Archiving Eden (2008 – Present)
Since 2008 I’ve worked in an ongoing collaboration with renowned biologists at two of the most comprehensive international seed banks in the world: the United States Department of Agriculture, Agricultural Research Service’s National Center for Genetic Resources Preservation in Colorado, and the Millennium Seed Bank, Royal Botanic Gardens, Kew in England. In this era of climate change and declining biodiversity, by collecting, researching seed biology, and storing seeds in secure 0º F vaults, seed banks play a vital role in ensuring the survival of genetic diversity in wild and agricultural species.

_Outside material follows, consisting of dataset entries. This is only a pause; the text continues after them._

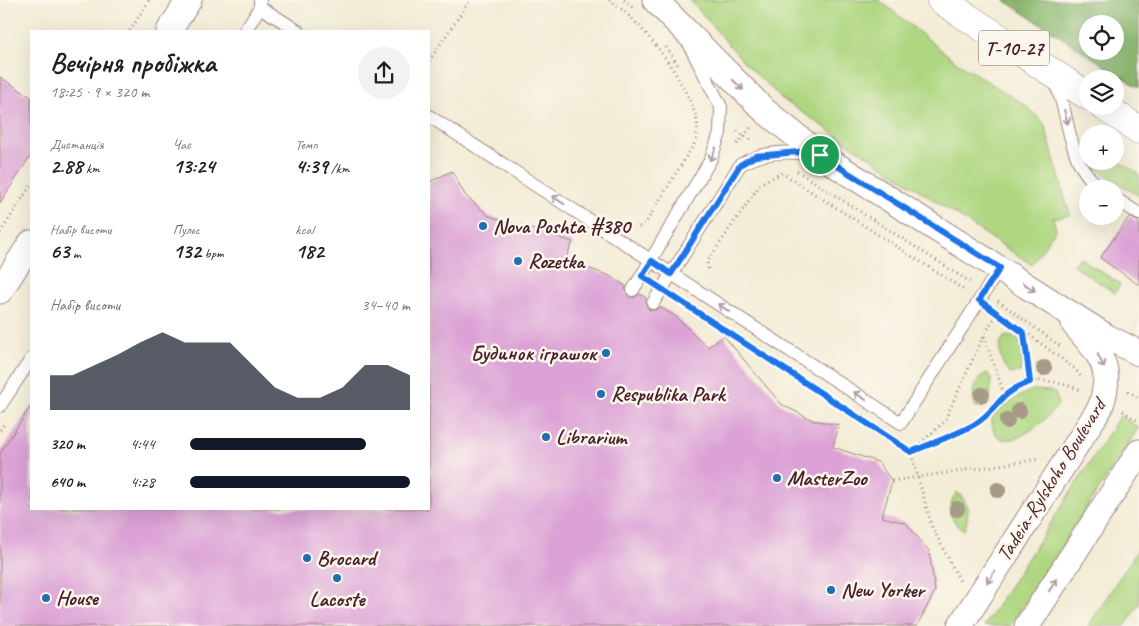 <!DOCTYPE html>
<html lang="uk">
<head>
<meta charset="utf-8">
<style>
  :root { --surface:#fff; --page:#f2f2f2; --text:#202124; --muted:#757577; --accent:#111827 }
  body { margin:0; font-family:Caveat,sans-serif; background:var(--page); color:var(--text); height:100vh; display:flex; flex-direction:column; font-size:19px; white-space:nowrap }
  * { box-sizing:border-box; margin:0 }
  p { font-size:16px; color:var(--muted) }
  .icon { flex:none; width:28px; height:28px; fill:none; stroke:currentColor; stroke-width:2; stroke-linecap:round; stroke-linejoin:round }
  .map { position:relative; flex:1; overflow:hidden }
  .panel { position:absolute; left:30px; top:30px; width:400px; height:480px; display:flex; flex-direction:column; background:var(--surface); border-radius:0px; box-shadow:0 5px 20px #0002 }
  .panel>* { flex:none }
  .buttons { position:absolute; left:1079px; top:15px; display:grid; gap:10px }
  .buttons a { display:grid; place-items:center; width:45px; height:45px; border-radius:50%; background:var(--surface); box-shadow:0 5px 20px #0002; font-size:25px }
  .pin { position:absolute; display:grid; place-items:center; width:42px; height:42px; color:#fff; margin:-21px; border:2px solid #fff; border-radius:50%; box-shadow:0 1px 5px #0007 }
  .round { display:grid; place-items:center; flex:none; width:52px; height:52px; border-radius:26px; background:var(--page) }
  .headline { display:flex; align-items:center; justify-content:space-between; height:85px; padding:0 20px }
  h1 { font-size:28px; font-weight:600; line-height:38px }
  .stats { display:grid; grid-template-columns:repeat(3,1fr); gap:8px; height:85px; padding:5px 20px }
  .stats div { display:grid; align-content:center }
  .stats b { font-size:21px; font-weight:600 }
  .stats small { font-size:14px; font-weight:400 }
  .stats p { font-size:14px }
  .chart { height:140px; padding:10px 20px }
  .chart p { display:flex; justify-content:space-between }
  .chart svg { width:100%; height:90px; margin-top:5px; fill:var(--accent); opacity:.7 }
  ul { padding:0 20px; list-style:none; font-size:16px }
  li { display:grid; grid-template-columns:80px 60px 1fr; align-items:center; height:38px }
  li i { height:12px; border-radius:6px; background:var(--accent) }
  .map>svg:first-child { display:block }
  .green { fill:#afd781; stroke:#7c7b56 }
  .forest { fill:#8bb86f; stroke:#6a6c4d; fill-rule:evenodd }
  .building { fill:#dca1d6 }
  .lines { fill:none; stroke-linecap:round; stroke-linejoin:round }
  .lane-casing { stroke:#9e8680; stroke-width:14 }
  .street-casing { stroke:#9e8680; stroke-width:27 }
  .highway-casing { stroke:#9e8680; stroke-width:29 }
  .path { stroke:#9e8680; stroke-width:3; stroke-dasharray:1 4; stroke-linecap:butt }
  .lane { stroke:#fff; stroke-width:12 }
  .street { stroke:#fff; stroke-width:25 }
  .highway { stroke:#fff; stroke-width:28 }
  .tree { fill:#a79a86 }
  .oneway { stroke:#ae9aa0 }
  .route-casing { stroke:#fff; stroke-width:10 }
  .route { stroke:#1a73e8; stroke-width:6 }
  .poi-dot { fill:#1f6fb2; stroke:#fbf7ec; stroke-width:2 }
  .labels { text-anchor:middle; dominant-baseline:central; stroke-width:5; stroke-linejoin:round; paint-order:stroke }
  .shield { fill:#fbf7ec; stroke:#7f6065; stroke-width:1 }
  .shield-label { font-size:20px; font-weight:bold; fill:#4a1f2b }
  .poi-label { font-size:21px; font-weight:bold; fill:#4a1f2b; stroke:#fbf7ec; text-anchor:start }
  .street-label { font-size:21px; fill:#4a1f2b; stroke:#fbf7ec }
</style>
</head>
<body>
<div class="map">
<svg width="1139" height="626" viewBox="0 0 1139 626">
  <rect width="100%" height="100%" fill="#fbf7ec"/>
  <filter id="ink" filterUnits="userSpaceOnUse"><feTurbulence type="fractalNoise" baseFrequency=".02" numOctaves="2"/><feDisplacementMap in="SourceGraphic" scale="10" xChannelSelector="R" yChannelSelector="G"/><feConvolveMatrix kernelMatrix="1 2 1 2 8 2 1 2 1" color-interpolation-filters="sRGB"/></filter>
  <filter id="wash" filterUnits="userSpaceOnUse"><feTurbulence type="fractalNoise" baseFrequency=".0096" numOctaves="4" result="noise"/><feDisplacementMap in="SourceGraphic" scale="20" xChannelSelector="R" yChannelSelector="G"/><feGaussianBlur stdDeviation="1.12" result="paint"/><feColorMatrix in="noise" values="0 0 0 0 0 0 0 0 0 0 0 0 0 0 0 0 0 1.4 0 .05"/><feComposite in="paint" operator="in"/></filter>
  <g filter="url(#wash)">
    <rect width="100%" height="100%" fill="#f3ecd6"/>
    <g class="green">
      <path d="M690,0H879L955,61L1025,105L1044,123L1070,215L1053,218L1056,229L1032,265L782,99L744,62Z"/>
      <path d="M1115,159L1139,174V196L1092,166L1090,161H1115Z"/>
      <path d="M1079,257L1120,284L1115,293L1073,265Z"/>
      <path d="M1009,336L1019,340C1023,351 1025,361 1020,372L1010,374C1001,364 996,349 1004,337Z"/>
      <path d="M988,373L991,379L990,396L977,408C970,395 973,379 988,373Z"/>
      <path d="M1033,390L1050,391L1056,394L1058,405C1046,421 998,464 991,421C1000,403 1016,398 1033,390Z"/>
      <path d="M1120,416L1139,427L1010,626H984Z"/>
      <path d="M957,492C969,503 970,516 964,530C948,520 946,507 957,492Z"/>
      <path d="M1139,548V604L1125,626H1088Z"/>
    </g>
    <path class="forest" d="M1004,0H1139V88ZM1088,24H1115V51H1088Z"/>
    <g id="blocks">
      <g class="building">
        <path d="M0,77L31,97V155L0,203Z"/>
        <path d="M452,171L465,195L489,216L573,242L565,260L610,276L626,286L625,290L628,297L633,298L640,294L646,298V306L649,310H656L660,307L675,316L708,347L724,336L781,404L812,420L839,425L833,447L878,462L892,481L882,517L906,523L929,551L935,591L917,626H0V453L31,406V509H429V182Z"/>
        <path d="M1129,217L1139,222V285L1100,258Z"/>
      </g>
    </g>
  </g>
  <g filter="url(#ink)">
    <use href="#blocks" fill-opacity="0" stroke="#9e8680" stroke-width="1"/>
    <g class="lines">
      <g class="lane-casing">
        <g id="lane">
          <path d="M260,7L298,31"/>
          <path d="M245,31L260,7V1"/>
          <path d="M1054,80C1072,118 1065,163 1102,189"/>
          <path d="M429,116L901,423L1000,268"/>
          <path d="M1115,198L1139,214"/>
          <path d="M633,290L711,159L720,133L721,107L691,48"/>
          <path d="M653,303L740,165C763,151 786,151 812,154"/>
          <path d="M0,406L31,359"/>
        </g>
      </g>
      <g class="street-casing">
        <g id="street">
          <path d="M655,0L765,111L820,155L1107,337L1139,353"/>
          <path d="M169,31L189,0"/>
          <path d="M0,291L31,243"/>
          <path d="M960,626L1100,408C1115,365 1100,356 1074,324"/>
          <path d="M1027,626L1139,452"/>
        </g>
      </g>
      <g class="highway-casing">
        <g id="highway">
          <path d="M941,0L1088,96"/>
          <path d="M1103,106L1139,130"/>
        </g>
      </g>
      <g class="path">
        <path d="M609,0C642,21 685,79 696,117C699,126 697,136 694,144L645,224L637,228"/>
        <path d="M624,0L633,8"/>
        <path d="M130,31L149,0"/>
        <path d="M666,47L678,65"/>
        <path d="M429,61L470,0"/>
        <path d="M737,131L752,141"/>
        <path d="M737,144L751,127"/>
        <path d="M797,171L970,282"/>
        <path d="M0,233L31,185"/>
        <path d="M708,269L707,262L761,183L782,173L966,291"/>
        <path d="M998,301L1060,346"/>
        <path d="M993,308L1075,369L1082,378"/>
        <path d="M1024,333L1030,382"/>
        <path d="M984,336L1004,394"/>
        <path d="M1128,391L1139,398"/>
        <path d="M1123,411L1139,422"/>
        <path d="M0,430L5,423"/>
        <path d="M892,439L911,452L932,527L961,583"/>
        <path d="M913,450L944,422L984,335L998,312"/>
        <path d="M911,452C932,443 955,435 975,424C988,416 994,403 1005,394C1031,373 1054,381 1082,390"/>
        <path d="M892,481L1040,459"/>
      </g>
      <use href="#lane" class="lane"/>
      <use href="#street" class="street"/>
      <use href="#highway" class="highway"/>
    </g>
    <g class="tree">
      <circle cx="1044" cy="368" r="8"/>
      <circle cx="982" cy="395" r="8"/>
      <circle cx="1019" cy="411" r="8"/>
      <circle cx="1007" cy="421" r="8"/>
      <circle cx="998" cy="490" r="8"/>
      <circle cx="957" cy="509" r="8"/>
    </g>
    <defs><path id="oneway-shaft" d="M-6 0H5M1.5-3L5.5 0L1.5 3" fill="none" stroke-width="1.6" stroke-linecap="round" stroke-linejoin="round" transform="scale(1.25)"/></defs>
    <g class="oneway">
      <use href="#oneway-shaft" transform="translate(738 85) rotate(45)"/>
      <use href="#oneway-shaft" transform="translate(1066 117) rotate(75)"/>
      <use href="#oneway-shaft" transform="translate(713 154) rotate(115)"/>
      <use href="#oneway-shaft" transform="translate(558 200) rotate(-147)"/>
      <use href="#oneway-shaft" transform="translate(1029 287) rotate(34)"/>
      <use href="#oneway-shaft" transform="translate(724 308) rotate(-147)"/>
      <use href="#oneway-shaft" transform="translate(1101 361) rotate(64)"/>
      <use href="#oneway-shaft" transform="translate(860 396) rotate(-147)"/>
      <use href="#oneway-shaft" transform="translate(991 577) rotate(123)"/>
      <use href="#oneway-shaft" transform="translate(1053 585) rotate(-57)"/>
    </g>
  </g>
  <g class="lines" filter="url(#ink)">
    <g class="route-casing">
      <path id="route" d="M798,152L820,155L1000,268L979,300L1024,333L1030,382C999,392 999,409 975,424C956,435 932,443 911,452L642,276L652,261L671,274L740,165L755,156Z"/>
    </g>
    <use href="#route" class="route"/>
  </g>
  <g class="poi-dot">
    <circle cx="483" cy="226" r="5"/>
    <circle cx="518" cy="261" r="5"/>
    <circle cx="606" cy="353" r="5"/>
    <circle cx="601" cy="394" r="5"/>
    <circle cx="546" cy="437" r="5"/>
    <circle cx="777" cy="478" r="5"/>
    <circle cx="307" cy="558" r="5"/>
    <circle cx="337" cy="578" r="5"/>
    <circle cx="831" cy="590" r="5"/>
    <circle cx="46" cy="598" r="5"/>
  </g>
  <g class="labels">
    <rect class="shield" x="979" y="30.5" width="70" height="35" rx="4"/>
    <g class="shield-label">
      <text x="1014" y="48">Т-10-27</text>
    </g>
    <g class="poi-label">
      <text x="493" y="226">Nova Poshta #380</text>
      <text x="528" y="261">Rozetka</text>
      <text x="596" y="353" text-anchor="end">Будинок іграшок</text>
      <text x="611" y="394">Respublika Park</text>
      <text x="556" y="437">Librarium</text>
      <text x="787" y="478">MasterZoo</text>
      <text x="317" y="558">Brocard</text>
      <text x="841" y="590">New Yorker</text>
      <text x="56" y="598">House</text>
      <text x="337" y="599" text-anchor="middle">Lacoste</text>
    </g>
    <g class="street-label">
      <text transform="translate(1051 480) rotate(-58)">Tadeia-Rylskoho Boulevard</text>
    </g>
  </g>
</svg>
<div class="buttons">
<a><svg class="icon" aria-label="locate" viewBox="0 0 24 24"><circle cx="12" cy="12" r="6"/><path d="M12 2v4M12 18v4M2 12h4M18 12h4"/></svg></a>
<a><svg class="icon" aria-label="layers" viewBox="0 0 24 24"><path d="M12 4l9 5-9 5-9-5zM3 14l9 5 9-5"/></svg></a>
<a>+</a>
<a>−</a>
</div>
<div class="pin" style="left:820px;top:155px;background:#1e9e55"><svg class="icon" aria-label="arrive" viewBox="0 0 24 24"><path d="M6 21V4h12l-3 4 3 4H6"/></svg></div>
<section class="panel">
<div class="headline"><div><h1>Вечірня пробіжка</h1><p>18:25 · 9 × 320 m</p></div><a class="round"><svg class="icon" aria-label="share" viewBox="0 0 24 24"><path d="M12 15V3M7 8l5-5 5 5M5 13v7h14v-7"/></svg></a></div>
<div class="stats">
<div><p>Дистанція</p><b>2.88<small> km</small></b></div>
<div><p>Час</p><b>13:24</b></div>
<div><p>Темп</p><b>4:39<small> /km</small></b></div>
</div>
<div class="stats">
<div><p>Набір висоти</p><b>63<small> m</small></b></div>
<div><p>Пульс</p><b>132<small> bpm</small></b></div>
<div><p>kcal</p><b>182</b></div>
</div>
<div class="chart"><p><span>Набір висоти</span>34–40 m</p>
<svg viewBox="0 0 160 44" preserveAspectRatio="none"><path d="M0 44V27L10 27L20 22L30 17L40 11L50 6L60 11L70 11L80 11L90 22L100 33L110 38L120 38L130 33L140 22L150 22L160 27V44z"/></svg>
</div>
<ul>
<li><b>320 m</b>4:44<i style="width:80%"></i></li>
<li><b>640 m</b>4:28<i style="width:100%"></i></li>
</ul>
</section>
</div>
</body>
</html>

Utilizing the archives’ on-site x-ray equipment that is routinely used for viability assessments of accessioned seeds, I document and subsequently collage the seeds and tissue samples stored in these crucial collections. The amazing visual power of magnified x-ray images, which springs from the technology’s ability to record what is invisible to the human eye, illuminates my considerations not only of the complex philosophical, anthropological, and ecological issues surrounding the role of science and human agency in relation to gene banking, but also of the poetic questions about life and time on a macro and micro scale. I am struck by the power of these tiny plantlets and seeds (many are the size of a grain of sand) to generate life and to endure the timespan central to the process of seed banking, which seeks to make these sparks last for two hundred years or more.
The black and white photographs are presented as archival pigment on paper. Lenticular animations created from the collages present still-life images of an archive that appears to change color or move when viewed from different angles. This tension between stillness and change reflects my focus on the elusive goal of stopping time in relation to living materials, which at some moment, we may all like to do.